Built in the early 1970s, Marcus Garvey Village sought to demonstrate how architecture could help address the challenges faced by low-income communities. The massive 625-unit complex was praised for its resemblance to student co-ops, but much of its hopes faded as the community fell into disrepair over the years.
When L+M Development Partners acquired the property in 2014, around 80 apartments were vacant. Many of these vacancies were not leasable due to their dismal condition, and major repairs were needed throughout the development, which spans nine city blocks in Brownsville, a historically poor neighborhood in Brooklyn.

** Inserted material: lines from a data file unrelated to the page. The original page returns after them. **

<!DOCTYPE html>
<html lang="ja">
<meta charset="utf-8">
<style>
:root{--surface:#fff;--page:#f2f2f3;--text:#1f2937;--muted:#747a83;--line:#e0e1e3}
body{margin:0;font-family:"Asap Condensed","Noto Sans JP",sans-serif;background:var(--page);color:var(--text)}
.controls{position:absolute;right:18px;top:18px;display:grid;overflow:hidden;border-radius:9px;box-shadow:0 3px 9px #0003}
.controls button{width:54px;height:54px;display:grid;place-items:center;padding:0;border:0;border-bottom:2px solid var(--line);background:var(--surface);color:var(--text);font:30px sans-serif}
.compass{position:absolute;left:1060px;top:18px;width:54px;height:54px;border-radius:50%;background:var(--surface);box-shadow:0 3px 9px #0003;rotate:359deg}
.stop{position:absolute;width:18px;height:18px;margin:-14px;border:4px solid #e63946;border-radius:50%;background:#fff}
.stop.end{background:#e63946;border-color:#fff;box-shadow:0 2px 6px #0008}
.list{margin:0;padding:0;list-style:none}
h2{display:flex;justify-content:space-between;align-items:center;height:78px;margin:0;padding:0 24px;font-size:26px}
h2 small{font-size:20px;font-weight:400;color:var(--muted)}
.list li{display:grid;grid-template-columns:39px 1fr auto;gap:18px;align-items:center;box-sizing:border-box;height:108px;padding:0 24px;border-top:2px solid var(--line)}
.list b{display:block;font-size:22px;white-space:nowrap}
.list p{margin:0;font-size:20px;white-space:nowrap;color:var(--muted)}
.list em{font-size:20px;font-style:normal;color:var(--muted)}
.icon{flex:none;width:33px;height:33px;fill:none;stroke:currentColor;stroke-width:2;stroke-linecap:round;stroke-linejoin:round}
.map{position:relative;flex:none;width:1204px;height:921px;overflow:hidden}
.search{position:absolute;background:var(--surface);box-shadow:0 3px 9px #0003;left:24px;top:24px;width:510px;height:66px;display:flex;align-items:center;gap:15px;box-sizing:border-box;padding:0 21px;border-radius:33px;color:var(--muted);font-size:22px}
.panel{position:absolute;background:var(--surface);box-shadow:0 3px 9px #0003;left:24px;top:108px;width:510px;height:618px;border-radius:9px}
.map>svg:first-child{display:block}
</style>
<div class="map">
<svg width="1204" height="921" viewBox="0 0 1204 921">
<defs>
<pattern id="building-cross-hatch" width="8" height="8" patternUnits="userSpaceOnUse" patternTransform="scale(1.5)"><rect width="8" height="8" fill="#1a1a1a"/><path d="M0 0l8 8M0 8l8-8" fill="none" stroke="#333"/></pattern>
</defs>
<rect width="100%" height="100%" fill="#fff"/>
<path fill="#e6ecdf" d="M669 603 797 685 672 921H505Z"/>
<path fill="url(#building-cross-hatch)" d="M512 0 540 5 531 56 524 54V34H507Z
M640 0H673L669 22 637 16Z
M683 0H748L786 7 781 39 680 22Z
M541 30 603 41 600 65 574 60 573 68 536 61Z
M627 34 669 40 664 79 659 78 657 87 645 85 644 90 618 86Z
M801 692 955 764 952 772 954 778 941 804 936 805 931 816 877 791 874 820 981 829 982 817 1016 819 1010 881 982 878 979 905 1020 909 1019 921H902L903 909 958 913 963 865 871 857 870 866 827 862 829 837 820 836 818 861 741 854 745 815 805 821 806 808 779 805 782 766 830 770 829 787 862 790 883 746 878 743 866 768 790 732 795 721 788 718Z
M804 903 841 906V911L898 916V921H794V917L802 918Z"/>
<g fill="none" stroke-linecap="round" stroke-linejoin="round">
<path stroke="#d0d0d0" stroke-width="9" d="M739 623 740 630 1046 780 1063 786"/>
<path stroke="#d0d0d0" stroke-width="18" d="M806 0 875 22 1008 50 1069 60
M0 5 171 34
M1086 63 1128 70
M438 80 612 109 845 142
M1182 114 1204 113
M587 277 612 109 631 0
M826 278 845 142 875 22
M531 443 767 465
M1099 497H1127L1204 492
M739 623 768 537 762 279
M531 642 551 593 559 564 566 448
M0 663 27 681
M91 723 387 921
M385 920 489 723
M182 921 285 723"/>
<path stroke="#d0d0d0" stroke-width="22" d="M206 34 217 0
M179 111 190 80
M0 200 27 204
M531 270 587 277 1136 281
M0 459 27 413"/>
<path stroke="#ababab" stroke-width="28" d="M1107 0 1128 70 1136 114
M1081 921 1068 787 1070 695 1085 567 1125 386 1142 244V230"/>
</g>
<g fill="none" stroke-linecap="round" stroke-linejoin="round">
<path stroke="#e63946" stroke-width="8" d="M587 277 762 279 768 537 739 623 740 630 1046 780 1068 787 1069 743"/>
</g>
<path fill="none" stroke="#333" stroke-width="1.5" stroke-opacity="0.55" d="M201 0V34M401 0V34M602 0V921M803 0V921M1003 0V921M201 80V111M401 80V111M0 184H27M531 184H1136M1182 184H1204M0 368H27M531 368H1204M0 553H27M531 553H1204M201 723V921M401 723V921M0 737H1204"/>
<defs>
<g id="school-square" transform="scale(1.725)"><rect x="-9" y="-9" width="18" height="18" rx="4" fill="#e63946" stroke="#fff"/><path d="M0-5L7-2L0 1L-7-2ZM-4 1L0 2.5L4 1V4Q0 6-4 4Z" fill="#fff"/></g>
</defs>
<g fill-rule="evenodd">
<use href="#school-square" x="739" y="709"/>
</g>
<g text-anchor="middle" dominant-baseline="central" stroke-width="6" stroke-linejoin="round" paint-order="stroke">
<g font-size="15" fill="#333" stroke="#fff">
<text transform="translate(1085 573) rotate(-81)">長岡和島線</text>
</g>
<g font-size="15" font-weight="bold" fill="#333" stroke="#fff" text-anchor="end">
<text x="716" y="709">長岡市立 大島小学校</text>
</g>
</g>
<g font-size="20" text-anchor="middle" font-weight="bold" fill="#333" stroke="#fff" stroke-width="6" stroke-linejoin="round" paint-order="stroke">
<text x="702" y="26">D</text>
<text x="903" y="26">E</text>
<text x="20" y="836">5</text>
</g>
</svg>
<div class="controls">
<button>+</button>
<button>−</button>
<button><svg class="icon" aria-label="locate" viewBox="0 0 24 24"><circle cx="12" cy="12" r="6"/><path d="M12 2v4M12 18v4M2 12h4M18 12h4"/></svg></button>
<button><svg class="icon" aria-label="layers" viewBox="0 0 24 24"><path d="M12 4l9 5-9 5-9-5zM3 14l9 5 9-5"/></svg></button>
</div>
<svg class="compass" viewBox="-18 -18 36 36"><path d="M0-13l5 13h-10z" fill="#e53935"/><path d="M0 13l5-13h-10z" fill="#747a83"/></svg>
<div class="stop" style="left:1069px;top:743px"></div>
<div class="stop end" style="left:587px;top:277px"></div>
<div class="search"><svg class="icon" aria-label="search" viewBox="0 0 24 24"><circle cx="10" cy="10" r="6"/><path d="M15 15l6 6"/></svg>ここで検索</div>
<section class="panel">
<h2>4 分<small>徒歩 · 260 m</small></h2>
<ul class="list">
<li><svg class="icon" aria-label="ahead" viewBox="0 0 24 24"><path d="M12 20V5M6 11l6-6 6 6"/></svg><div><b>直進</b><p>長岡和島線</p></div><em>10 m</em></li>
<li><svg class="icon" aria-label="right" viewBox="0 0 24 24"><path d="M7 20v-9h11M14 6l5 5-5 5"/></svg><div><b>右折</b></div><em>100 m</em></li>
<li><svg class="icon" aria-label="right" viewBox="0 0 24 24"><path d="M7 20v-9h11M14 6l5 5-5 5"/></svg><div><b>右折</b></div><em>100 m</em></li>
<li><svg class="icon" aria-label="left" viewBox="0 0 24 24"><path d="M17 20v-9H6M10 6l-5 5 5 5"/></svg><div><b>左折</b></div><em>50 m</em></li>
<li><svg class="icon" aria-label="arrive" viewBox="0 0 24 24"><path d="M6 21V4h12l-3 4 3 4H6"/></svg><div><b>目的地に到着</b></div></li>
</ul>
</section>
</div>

“I describe the community as a high-rise turned on its side,” says Jeffrey Moelis, director of development at L+M. “It was built at a time when the city planners were thinking that low-density, low-income housing was the solution.”
His firm has given the Mitchell-Lama property a second chance through a multimillion dollar capital improvement program. The developers addressed the site’s deferred maintenance, including renovating the apartments, upgrading the infrastructure, and increasing security throughout the property. The rehabilitation also included the transformation of underutilized outdoor space into 28,000 square feet of new parkland.
To help with the project’s energy needs, the team installed one of the largest solar-power arrays at an affordable housing development in the state and teamed up with Con Edison to install a battery and fuel cell system, enabling the property to generate 30% of its electricity on site. It also brought in social services for residents, including an after-school program and summer camp.
In addition, L+M improved the property’s financial state and ensured its long-term affordability by utilizing the federal Rental Assistance Demonstration component 2 program, which provided 20 additional years of project-based Sec. 8 vouchers for over 85% of the units. The other apartments serve families with tenant-based vouchers and/or households with incomes at or below 60% of the area median income.
The $189 million project, which utilized low-income housing tax credits, was financed with the help of public and private partners, including Wells Fargo and Citi Community Capital.